You people of color who laugh along with your so called "white" friends who mock people who are gay & female may think they are laughing with you but in truth they are laughing at you for friend or not these people think as little of you as of those you mutually mock. Demeaning a person because of their sexual orientation, gender, economic status, or religious beliefs is no more a laughing matter than mocking & demeaning someone because of the color of their skin.

Such attitudes are all cut from the same dehumanizing, bigoted, and cruel cloth of intolerance and we people of color in these United States, who ourselves have long been the victims of the worst kinds of intolerance imaginable, should ourselves be among the most intolerant of all forms of discrimination for as I said before we have been discriminated ourselves and therefore know as well as anyone what discrimination feels like and how wrong it is.

So when I hear people of color make homophobic references about people they don't like, I don't find these kind of jokes funny because I don't find anything wrong with a person being into members of their own sex. It's none of my business and I therefore I find it morally repugnant for someone to demean someone else because of who they are; be they of a different sexual orientation, gender, religion, or economic class. It's just not right that's all.

So I would like to see a day when every African American, before demeaning a person because of their sexual orientation, gender, religion, and economic class, to first look in the mirror and after taking a long hard look at themselves, take a moment to examine to examine their own conscience. I would like to know how they as a black person in these United States, knowing how black people in this country have been treated since before the dawning days of the republic, can honestly say that it is okay for a human being to be discriminated against & mistreated because that person happens to be gay, female, of a different economic class, or follow a different religious Faith or no religion at all. I would like that person to explain to themselves how the universal evil that is discrimination is no longer an evil because at that particular moment it is being applied to someone other than themselves.

As African Americans these are questions we must ask ourselves but more to the point we must recognize that because of our unique place in this country's history we are charged with a special obligation to speak out against discrimination in all its forms.
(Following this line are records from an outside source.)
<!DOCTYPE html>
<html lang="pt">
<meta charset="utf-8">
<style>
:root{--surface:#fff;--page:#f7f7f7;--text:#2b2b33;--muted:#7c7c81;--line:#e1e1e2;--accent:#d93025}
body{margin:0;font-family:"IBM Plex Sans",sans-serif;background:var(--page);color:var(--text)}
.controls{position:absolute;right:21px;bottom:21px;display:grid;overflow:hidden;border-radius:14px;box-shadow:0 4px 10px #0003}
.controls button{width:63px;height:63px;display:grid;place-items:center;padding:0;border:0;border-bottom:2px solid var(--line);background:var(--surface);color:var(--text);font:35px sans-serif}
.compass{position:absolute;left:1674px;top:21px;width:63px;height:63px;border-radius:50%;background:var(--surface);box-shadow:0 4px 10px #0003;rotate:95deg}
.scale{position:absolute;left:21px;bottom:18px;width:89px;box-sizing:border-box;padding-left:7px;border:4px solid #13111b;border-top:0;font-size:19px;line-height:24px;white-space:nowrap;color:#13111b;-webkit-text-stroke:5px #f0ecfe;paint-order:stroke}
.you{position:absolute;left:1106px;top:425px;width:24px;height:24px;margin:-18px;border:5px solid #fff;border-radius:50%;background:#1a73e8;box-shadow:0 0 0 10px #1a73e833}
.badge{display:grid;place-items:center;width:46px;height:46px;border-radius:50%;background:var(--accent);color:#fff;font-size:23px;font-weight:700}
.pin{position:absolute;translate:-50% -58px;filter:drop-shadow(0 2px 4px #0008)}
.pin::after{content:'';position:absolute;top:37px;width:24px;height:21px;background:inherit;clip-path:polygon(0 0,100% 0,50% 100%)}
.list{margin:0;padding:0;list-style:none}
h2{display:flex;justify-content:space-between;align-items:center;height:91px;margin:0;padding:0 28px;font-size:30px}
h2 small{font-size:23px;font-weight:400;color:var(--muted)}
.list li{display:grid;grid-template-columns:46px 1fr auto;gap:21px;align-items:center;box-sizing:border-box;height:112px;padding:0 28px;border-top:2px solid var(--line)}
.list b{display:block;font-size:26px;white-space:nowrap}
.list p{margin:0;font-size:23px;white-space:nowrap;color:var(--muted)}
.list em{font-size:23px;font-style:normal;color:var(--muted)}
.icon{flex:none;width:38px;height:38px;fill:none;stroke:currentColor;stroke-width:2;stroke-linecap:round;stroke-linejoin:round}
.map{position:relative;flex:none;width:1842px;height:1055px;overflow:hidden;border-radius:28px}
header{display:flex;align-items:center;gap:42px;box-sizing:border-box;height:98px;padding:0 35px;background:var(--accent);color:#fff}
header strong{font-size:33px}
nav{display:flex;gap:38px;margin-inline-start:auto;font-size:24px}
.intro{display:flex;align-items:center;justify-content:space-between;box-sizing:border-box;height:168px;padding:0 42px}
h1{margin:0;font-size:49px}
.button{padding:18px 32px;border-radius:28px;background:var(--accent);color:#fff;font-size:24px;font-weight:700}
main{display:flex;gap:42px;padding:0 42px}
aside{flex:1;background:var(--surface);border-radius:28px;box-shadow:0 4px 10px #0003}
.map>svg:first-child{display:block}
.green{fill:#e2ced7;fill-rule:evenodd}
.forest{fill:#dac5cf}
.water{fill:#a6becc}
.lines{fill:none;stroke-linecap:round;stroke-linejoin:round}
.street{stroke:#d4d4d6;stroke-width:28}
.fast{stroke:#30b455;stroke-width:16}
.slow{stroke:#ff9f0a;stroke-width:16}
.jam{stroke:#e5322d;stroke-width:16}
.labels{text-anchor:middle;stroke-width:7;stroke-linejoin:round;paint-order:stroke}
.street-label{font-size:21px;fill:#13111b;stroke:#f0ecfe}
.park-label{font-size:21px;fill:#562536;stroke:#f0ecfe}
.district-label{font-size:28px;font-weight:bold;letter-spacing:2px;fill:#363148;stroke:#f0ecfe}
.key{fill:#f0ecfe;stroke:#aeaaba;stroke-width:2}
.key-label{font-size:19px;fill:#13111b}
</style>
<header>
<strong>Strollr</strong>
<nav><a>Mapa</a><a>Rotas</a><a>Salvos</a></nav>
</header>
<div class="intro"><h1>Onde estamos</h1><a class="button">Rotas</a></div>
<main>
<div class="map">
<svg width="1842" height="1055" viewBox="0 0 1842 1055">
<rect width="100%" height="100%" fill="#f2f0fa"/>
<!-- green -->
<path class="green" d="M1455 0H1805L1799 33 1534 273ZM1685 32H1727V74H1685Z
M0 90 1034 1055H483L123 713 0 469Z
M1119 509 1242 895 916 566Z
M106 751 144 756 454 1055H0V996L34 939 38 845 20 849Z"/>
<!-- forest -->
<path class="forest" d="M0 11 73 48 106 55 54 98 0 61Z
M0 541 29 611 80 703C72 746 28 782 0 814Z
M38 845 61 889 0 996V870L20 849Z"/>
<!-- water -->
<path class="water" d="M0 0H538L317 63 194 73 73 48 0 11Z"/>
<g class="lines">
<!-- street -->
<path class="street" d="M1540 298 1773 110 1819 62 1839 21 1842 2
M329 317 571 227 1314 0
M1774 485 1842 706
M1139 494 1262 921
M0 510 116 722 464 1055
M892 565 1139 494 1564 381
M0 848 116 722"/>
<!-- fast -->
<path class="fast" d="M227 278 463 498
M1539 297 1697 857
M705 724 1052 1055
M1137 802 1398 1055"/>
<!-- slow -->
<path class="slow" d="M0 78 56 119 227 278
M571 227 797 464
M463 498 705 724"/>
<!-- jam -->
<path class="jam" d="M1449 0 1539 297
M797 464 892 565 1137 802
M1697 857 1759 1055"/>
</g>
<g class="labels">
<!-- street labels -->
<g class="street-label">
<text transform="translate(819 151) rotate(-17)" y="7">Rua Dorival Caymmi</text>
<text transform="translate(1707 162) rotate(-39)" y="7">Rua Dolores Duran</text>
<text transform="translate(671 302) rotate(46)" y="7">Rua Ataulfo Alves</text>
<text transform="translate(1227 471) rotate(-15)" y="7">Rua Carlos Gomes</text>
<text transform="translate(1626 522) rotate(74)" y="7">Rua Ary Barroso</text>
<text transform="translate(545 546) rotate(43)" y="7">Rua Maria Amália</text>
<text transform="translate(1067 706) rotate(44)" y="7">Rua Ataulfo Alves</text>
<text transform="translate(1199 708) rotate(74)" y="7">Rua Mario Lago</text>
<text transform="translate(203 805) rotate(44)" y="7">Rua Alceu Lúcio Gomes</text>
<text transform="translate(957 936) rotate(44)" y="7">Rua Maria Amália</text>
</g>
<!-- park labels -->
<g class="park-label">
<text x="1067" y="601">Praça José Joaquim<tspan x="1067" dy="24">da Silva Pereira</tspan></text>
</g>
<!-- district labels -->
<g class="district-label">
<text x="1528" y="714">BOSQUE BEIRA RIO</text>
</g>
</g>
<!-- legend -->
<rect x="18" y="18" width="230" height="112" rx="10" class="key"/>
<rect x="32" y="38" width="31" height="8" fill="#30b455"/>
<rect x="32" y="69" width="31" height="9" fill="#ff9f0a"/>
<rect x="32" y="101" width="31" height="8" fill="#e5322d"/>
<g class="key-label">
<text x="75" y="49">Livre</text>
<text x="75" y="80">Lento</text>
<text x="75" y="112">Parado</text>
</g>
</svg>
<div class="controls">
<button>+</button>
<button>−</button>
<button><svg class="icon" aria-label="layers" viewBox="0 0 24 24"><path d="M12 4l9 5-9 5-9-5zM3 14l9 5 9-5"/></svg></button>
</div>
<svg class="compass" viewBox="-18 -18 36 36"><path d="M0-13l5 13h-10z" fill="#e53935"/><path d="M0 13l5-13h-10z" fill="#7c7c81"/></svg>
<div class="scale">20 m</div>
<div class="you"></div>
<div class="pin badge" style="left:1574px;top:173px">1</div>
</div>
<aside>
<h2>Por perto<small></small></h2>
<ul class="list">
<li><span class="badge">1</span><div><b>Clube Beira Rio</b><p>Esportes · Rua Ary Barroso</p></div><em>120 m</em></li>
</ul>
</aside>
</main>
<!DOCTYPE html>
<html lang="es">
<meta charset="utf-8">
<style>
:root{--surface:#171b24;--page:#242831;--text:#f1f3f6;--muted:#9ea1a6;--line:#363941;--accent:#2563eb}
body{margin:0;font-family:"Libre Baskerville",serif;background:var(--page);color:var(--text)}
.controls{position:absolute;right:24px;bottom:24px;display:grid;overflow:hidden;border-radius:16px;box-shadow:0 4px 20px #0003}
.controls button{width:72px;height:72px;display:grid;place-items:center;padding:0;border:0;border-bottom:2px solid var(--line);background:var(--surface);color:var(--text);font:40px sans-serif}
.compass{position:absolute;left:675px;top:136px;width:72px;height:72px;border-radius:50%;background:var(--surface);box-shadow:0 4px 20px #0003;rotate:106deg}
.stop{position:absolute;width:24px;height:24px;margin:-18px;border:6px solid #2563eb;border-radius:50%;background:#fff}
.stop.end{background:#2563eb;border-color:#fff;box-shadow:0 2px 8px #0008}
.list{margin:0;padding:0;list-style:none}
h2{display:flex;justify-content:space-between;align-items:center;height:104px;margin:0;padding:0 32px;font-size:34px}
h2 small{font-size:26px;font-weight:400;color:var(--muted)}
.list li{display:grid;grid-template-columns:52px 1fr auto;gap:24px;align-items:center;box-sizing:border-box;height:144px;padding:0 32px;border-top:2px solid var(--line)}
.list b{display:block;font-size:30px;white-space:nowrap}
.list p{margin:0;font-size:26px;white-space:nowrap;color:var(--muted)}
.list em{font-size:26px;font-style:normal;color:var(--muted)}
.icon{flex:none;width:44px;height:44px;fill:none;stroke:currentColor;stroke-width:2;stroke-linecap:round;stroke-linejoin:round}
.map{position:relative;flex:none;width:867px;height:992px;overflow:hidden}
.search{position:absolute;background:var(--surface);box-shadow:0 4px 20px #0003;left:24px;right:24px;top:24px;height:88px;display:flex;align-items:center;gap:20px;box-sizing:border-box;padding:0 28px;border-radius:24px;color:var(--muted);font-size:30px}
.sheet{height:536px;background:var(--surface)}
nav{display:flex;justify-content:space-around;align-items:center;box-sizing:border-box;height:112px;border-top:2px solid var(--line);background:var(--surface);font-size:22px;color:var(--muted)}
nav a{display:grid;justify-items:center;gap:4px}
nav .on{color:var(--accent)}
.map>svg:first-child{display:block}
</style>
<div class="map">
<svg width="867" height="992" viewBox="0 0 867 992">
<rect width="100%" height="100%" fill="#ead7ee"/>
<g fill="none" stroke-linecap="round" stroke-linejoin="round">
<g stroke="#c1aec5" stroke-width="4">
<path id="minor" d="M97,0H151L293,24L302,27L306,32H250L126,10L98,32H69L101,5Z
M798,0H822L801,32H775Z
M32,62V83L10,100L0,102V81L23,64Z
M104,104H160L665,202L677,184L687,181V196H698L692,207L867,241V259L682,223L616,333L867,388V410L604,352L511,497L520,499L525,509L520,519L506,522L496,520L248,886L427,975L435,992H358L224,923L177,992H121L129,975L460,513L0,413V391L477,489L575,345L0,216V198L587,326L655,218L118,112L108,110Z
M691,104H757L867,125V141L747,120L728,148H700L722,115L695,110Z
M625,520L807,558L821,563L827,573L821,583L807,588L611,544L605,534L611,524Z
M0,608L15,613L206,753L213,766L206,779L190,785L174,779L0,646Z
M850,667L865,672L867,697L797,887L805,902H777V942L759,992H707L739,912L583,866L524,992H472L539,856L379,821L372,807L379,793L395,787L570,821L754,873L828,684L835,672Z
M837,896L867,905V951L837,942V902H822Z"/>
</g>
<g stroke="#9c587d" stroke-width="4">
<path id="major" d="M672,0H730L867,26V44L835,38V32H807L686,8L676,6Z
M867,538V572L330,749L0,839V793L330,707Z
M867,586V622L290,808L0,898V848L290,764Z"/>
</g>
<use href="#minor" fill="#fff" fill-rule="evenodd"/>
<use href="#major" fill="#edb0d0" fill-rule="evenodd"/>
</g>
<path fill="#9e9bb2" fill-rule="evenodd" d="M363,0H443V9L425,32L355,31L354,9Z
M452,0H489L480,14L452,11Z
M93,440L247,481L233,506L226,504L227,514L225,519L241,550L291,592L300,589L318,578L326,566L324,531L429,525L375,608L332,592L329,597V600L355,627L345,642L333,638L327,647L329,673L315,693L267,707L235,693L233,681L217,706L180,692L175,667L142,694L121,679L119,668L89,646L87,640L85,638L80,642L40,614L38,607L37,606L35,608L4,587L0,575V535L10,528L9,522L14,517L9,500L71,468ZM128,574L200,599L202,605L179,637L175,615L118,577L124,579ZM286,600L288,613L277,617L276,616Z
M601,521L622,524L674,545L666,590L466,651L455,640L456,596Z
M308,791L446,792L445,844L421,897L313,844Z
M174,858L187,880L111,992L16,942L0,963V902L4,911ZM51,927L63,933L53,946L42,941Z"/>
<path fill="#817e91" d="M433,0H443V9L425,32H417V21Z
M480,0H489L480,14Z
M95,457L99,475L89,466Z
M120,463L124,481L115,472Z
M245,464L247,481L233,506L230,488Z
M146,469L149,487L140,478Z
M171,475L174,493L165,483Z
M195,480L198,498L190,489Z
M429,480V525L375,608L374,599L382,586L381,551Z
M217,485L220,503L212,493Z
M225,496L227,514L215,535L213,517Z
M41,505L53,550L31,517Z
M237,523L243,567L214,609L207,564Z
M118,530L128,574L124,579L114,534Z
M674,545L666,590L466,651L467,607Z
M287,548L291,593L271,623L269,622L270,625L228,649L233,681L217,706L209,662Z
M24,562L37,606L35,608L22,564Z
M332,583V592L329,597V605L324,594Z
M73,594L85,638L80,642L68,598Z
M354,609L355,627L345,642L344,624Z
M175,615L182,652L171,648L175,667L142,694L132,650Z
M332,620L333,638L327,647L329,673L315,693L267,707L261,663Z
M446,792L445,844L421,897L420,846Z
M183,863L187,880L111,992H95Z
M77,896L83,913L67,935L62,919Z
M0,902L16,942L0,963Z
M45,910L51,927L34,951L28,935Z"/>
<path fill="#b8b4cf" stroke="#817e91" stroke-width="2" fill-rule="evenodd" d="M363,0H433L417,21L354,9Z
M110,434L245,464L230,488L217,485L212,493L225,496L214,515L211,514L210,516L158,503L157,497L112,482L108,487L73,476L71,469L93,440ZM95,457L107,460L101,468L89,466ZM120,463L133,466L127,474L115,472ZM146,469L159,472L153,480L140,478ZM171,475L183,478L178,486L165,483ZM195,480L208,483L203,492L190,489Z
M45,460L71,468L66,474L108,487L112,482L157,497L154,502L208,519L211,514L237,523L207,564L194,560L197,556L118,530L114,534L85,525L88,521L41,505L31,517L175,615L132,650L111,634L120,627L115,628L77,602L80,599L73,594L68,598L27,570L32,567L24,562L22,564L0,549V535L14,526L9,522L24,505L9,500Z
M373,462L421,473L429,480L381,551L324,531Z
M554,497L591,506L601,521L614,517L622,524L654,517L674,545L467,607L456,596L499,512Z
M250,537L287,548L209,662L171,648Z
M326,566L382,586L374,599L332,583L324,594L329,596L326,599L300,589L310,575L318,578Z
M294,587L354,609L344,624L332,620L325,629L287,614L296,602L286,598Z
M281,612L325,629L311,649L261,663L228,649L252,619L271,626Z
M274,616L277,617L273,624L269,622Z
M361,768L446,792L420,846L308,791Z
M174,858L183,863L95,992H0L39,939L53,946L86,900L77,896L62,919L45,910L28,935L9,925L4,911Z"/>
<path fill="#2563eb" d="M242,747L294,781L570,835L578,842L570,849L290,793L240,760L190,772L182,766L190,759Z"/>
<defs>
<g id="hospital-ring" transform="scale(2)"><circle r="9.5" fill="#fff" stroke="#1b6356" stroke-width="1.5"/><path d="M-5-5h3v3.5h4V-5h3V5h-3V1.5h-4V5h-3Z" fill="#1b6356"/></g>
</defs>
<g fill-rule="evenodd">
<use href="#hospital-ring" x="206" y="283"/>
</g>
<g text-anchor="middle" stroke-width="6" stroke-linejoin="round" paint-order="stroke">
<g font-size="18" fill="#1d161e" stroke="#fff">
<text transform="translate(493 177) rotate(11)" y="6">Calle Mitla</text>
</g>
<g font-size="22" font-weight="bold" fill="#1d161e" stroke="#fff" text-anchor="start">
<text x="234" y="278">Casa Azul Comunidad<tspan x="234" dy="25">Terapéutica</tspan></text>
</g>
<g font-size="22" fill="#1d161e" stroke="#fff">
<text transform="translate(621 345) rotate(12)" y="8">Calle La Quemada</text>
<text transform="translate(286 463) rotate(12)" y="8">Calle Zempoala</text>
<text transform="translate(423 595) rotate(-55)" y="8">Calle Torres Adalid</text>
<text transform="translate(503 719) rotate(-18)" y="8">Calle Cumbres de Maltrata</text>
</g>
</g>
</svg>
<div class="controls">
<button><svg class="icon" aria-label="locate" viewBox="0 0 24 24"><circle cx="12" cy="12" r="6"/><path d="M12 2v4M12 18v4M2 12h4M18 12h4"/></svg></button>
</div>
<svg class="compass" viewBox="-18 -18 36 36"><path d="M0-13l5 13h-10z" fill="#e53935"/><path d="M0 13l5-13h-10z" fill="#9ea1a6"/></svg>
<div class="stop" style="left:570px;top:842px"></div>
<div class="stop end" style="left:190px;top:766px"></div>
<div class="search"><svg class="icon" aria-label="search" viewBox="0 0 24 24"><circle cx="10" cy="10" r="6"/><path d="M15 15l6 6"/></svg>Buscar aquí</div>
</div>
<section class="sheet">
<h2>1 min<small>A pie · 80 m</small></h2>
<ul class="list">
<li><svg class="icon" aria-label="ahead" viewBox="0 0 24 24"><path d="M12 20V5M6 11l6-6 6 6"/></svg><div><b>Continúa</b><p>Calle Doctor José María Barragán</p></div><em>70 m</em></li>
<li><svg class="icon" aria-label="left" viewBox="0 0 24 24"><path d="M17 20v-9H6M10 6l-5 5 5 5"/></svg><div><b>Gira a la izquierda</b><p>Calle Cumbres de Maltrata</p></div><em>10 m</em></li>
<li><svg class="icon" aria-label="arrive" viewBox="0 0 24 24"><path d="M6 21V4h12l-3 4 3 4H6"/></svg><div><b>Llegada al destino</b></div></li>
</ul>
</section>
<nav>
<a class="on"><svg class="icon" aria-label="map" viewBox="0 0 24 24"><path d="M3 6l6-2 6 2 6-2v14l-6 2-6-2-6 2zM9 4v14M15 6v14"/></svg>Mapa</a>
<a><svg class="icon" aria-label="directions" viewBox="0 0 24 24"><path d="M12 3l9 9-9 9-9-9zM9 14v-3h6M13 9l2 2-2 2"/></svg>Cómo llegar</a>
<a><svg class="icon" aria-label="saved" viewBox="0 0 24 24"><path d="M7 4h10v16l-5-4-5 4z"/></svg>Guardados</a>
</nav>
We must be at the forefront of this fight and use our own personal history here in this country as an example of how wrong it is to discriminate; of how morally bankrupt it is to pass arbitrary judgment on another human being for any reason other than the content of their character.

This is our duty as black people in these United States and in fulfilling it we will be consecrating the suffering & sacrifices of our own people who suffered the sting of the master's lash, who died by the rope, and who marched, were beaten, and made to perish because they endeavored to make a better nation; not only a better nation for black people but for all people; regardless of who they loved, their gender, their economic class, or religious Faith.